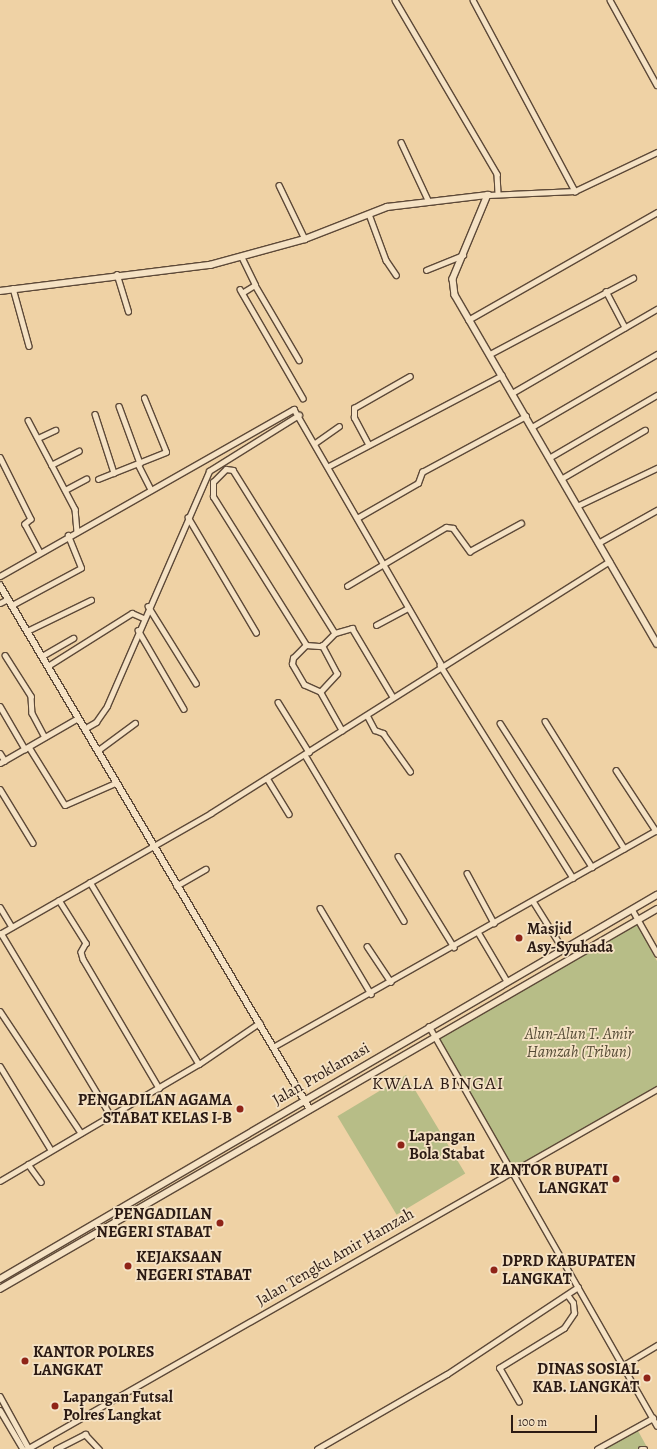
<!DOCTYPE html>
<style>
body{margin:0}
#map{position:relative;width:657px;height:1449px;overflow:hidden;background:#efd2a5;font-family:Alegreya,serif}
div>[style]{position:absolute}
.green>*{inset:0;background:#b7bd87;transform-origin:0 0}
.roads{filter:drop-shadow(1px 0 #5d4938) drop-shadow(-1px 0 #5d4938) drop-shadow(0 1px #5d4938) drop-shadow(0 -1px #5d4938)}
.minor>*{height:4.5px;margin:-2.25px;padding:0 2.25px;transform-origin:2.25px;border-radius:2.25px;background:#f5e2c4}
.tertiary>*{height:5.5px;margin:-2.75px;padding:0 2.75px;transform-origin:2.75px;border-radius:2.75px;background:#f5e2c4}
.dots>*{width:11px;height:11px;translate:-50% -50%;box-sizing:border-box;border:2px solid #f5e2c4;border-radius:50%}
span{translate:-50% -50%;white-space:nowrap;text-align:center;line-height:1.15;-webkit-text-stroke:3.5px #f5e2c4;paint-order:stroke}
.poi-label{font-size:16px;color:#2c1b14;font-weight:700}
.left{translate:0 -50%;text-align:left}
.right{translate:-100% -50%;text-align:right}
.park-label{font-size:16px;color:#564c36;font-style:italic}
.street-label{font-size:16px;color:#2c1b14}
.quarter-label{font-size:18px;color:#2c1b14;letter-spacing:1px}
.scale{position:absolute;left:511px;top:1415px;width:86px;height:18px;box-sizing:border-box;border:2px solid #2c1b14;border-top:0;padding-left:5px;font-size:12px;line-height:14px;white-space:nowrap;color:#2c1b14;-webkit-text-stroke:3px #f5e2c4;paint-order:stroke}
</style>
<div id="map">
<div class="green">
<div style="clip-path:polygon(635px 921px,657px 961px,657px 1088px,512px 1170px,437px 1035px)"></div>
<div style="left:406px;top:1075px;width:115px;height:80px;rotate:59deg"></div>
<div style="clip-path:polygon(637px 1429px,648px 1449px,601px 1449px)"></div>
</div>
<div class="roads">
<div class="minor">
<div style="left:395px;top:0;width:202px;rotate:59.6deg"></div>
<div style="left:497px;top:174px;width:19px;rotate:87deg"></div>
<div style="left:473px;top:0;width:217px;rotate:61.9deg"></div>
<div style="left:610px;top:0;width:97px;rotate:61.1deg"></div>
<div style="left:401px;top:142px;width:64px;rotate:65deg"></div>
<div style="left:279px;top:185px;width:60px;rotate:64.3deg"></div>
<div style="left:488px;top:195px;width:87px;rotate:-2.6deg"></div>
<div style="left:575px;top:191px;width:91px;rotate:-25.4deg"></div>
<div style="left:369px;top:214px;width:49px;rotate:69.7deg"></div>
<div style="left:386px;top:260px;width:18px;rotate:56deg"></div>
<div style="left:426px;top:270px;width:40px;rotate:-22deg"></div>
<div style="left:117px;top:274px;width:39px;rotate:73deg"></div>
<div style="left:255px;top:285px;width:87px;rotate:59.6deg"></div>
<div style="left:13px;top:288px;width:60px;rotate:74.6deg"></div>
<div style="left:240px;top:289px;width:126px;rotate:60deg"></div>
<div style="left:606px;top:291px;width:41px;rotate:62.2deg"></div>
<div style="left:242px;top:293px;width:15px;rotate:-32deg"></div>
<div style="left:255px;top:285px;width:30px;rotate:-116deg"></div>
<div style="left:468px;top:320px;width:218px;rotate:-29.7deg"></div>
<div style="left:490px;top:354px;width:162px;rotate:-28deg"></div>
<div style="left:512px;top:393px;width:168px;rotate:-30.1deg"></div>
<div style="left:119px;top:406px;width:61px;rotate:69.8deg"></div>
<div style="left:95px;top:414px;width:62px;rotate:72.1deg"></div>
<div style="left:28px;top:420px;width:101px;rotate:62.2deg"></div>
<div style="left:75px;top:509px;width:23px;rotate:85deg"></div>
<div style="left:532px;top:427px;width:145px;rotate:-30.3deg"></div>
<div style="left:38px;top:438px;width:19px;rotate:-25deg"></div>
<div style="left:315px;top:443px;width:29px;rotate:-35deg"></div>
<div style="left:368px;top:444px;width:30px;rotate:-118deg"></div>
<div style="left:354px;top:418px;width:10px;rotate:-90deg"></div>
<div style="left:354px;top:408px;width:64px;rotate:-29.7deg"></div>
<div style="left:0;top:457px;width:69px;rotate:63.4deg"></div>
<div style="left:31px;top:519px;width:8px;rotate:140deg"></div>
<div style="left:25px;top:524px;width:32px;rotate:62deg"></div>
<div style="left:549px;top:458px;width:125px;rotate:-30.3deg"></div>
<div style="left:138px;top:464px;width:29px;rotate:63deg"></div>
<div style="left:51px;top:465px;width:31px;rotate:-27deg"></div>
<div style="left:329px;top:466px;width:195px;rotate:-27.7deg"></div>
<div style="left:98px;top:479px;width:73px;rotate:-21.7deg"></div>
<div style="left:166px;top:452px;width:58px;rotate:-112.2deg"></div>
<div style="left:561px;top:479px;width:97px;rotate:-30.3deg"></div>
<div style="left:65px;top:490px;width:24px;rotate:-28deg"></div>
<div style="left:577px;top:506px;width:89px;rotate:-25.4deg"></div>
<div style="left:188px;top:517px;width:134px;rotate:59.4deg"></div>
<div style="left:357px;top:518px;width:70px;rotate:-29.8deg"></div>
<div style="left:418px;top:483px;width:12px;rotate:-70deg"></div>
<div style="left:422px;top:472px;width:118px;rotate:-28.3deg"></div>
<div style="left:598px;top:543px;width:68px;rotate:-29.2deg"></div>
<div style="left:0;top:576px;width:338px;rotate:-29.6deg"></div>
<div style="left:294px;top:409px;width:294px;rotate:60deg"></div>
<div style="left:347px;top:586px;width:115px;rotate:-30.8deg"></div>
<div style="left:446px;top:527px;width:7px;rotate:8deg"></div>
<div style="left:453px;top:528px;width:29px;rotate:54deg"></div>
<div style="left:470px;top:551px;width:58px;rotate:-28.8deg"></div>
<div style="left:0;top:603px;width:9px;rotate:-27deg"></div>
<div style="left:12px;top:605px;width:78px;rotate:-28.2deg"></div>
<div style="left:81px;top:568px;width:35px;rotate:-112deg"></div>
<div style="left:148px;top:606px;width:91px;rotate:58.1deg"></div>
<div style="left:376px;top:625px;width:36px;rotate:-28deg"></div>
<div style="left:138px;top:630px;width:91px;rotate:59.8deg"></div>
<div style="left:27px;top:631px;width:71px;rotate:-25.8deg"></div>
<div style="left:306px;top:645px;width:175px;rotate:-122.1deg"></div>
<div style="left:213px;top:497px;width:15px;rotate:-90deg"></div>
<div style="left:213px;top:482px;width:18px;rotate:-45deg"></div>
<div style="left:226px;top:469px;width:7px;rotate:8deg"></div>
<div style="left:233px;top:470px;width:192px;rotate:58deg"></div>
<div style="left:5px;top:655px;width:49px;rotate:57.6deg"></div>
<div style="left:31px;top:696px;width:17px;rotate:87deg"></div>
<div style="left:32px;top:713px;width:27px;rotate:62deg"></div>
<div style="left:42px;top:656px;width:36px;rotate:-30deg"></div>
<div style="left:440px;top:665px;width:251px;rotate:58deg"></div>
<div style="left:48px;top:666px;width:99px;rotate:-32.2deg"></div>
<div style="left:132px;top:613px;width:12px;rotate:24deg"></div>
<div style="left:320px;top:692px;width:25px;rotate:-47deg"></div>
<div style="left:337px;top:674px;width:32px;rotate:-118deg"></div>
<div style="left:278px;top:702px;width:59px;rotate:58.2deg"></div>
<div style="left:0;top:706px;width:50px;rotate:59.8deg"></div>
<div style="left:367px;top:715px;width:17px;rotate:62deg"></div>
<div style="left:375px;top:730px;width:9px;rotate:21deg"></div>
<div style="left:383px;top:733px;width:47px;rotate:54.6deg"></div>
<div style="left:545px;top:721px;width:150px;rotate:58.1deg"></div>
<div style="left:500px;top:723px;width:171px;rotate:57.4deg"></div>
<div style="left:84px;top:729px;width:14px;rotate:-30deg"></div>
<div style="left:96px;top:722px;width:19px;rotate:-55deg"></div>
<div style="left:107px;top:706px;width:256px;rotate:-66.5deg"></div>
<div style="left:209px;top:471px;width:106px;rotate:-31.9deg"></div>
<div style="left:342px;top:731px;width:45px;rotate:-119.4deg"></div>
<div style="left:320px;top:692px;width:17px;rotate:-156deg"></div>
<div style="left:304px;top:685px;width:24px;rotate:-120deg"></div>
<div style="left:292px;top:664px;width:6px;rotate:-81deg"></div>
<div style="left:293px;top:658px;width:18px;rotate:-45deg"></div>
<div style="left:306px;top:645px;width:16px;rotate:4deg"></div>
<div style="left:322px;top:646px;width:18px;rotate:-45deg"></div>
<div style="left:335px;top:633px;width:18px;rotate:-16deg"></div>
<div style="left:352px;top:628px;width:80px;rotate:59.3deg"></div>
<div style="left:29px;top:747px;width:68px;rotate:58.2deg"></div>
<div style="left:65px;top:805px;width:55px;rotate:-23.7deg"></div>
<div style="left:97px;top:751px;width:47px;rotate:-36.4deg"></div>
<div style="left:0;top:753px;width:9px;rotate:58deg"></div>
<div style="left:305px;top:755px;width:193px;rotate:59.2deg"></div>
<div style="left:0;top:763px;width:90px;rotate:-30deg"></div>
<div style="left:616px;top:770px;width:73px;rotate:56.7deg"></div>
<div style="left:267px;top:778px;width:42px;rotate:58.6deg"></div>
<div style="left:0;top:789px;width:63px;rotate:58.6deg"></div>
<div style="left:398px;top:856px;width:107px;rotate:58.4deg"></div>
<div style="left:467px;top:873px;width:57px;rotate:61.6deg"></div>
<div style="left:90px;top:882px;width:212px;rotate:59.1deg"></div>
<div style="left:176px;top:886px;width:34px;rotate:-30deg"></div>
<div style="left:59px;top:900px;width:51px;rotate:57.9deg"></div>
<div style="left:86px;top:943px;width:10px;rotate:119deg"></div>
<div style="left:81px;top:952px;width:7px;rotate:74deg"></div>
<div style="left:83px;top:959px;width:150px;rotate:59.5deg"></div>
<div style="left:533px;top:901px;width:57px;rotate:58deg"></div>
<div style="left:0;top:907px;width:23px;rotate:59deg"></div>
<div style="left:320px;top:908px;width:100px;rotate:59.3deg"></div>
<div style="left:632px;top:909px;width:51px;rotate:60.4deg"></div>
<div style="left:478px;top:932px;width:57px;rotate:59.4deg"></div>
<div style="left:1px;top:933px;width:214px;rotate:59deg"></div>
<div style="left:0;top:934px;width:243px;rotate:-29.8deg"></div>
<div style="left:211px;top:813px;width:471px;rotate:-32.3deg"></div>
<div style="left:367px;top:946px;width:43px;rotate:56.3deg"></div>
<div style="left:0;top:1011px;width:146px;rotate:56.4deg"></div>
<div style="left:429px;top:1026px;width:460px;rotate:60.3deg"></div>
<div style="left:273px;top:1047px;width:441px;rotate:-29.5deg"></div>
<div style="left:0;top:1066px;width:98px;rotate:58.7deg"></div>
<div style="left:28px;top:1164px;width:22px;rotate:54deg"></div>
<div style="left:0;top:1181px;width:231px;rotate:-30.5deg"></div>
<div style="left:199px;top:1064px;width:73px;rotate:-34.3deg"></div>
<div style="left:624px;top:1365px;width:39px;rotate:-31deg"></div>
<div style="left:0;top:1396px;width:60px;rotate:61.3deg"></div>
<div style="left:519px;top:1402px;width:39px;rotate:-120deg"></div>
<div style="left:499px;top:1368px;width:76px;rotate:-31.6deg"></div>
<div style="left:564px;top:1328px;width:18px;rotate:-56deg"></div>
<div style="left:574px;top:1313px;width:10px;rotate:-96deg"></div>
<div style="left:573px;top:1303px;width:9px;rotate:-126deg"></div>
<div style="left:0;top:1410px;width:45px;rotate:59.5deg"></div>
<div style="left:27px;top:1449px;width:726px;rotate:-29.74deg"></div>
<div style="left:56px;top:1449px;width:33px;rotate:-27deg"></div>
<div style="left:85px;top:1434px;width:21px;rotate:47deg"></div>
<div style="left:317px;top:1449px;width:150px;rotate:-30deg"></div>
<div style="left:447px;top:1374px;width:157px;rotate:-33.6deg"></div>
<div style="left:597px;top:1449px;width:64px;rotate:-29deg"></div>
<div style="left:641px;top:1449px;width:4px"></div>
</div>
<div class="tertiary">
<div style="left:0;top:291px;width:212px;rotate:-7.1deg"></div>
<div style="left:210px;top:265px;width:98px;rotate:-15.3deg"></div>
<div style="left:305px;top:239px;width:88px;rotate:-21.3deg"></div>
<div style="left:387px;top:207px;width:102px;rotate:-6.8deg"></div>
<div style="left:488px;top:195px;width:91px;rotate:112.6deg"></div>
<div style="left:453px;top:279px;width:16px;rotate:83deg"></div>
<div style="left:455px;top:295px;width:403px;rotate:59.9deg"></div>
<div style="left:0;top:585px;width:609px;rotate:59.39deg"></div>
<div style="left:0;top:1279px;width:761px;rotate:-30.31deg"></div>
<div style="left:0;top:1289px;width:759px;rotate:-30.04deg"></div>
</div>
</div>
<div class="dots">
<div style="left:519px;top:938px;background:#8f2418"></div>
<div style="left:240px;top:1109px;background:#8f2418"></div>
<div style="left:401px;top:1145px;background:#8f2418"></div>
<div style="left:616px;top:1179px;background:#8f2418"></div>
<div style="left:220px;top:1223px;background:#8f2418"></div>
<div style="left:128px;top:1266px;background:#8f2418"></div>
<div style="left:494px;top:1270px;background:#8f2418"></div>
<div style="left:25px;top:1361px;background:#8f2418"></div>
<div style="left:647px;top:1378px;background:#8f2418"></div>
<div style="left:55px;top:1406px;background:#8f2418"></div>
</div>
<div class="poi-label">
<span class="left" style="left:527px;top:938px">Masjid<br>Asy-Syuhada</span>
<span class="right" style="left:232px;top:1109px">PENGADILAN AGAMA<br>STABAT KELAS I-B</span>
<span class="left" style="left:409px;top:1145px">Lapangan<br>Bola Stabat</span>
<span class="right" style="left:608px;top:1179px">KANTOR BUPATI<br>LANGKAT</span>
<span class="right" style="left:212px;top:1223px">PENGADILAN<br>NEGERI STABAT</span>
<span class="left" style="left:136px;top:1266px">KEJAKSAAN<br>NEGERI STABAT</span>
<span class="left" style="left:502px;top:1270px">DPRD KABUPATEN<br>LANGKAT</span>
<span class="left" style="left:33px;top:1361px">KANTOR POLRES<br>LANGKAT</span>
<span class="right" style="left:639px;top:1378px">DINAS SOSIAL<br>KAB. LANGKAT</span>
<span class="left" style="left:63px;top:1406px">Lapangan Futsal<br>Polres Langkat</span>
</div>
<div class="park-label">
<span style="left:579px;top:1043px">Alun-Alun T. Amir<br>Hamzah (Tribun)</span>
</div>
<div class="street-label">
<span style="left:321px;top:1074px;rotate:-30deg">Jalan Proklamasi</span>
<span style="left:335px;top:1257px;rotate:-30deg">Jalan Tengku Amir Hamzah</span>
</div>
<div class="quarter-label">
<span style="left:438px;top:1083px">KWALA BINGAI</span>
</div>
<div class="scale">100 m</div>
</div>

**Exercise prompt:** Lines in the records above that carry the word "roads" are to be located and copied.

**Task response:**
.roads{filter:drop-shadow(1px 0 #5d4938) drop-shadow(-1px 0 #5d4938) drop-shadow(0 1px #5d4938) drop-shadow(0 -1px #5d4938)}
<div class="roads">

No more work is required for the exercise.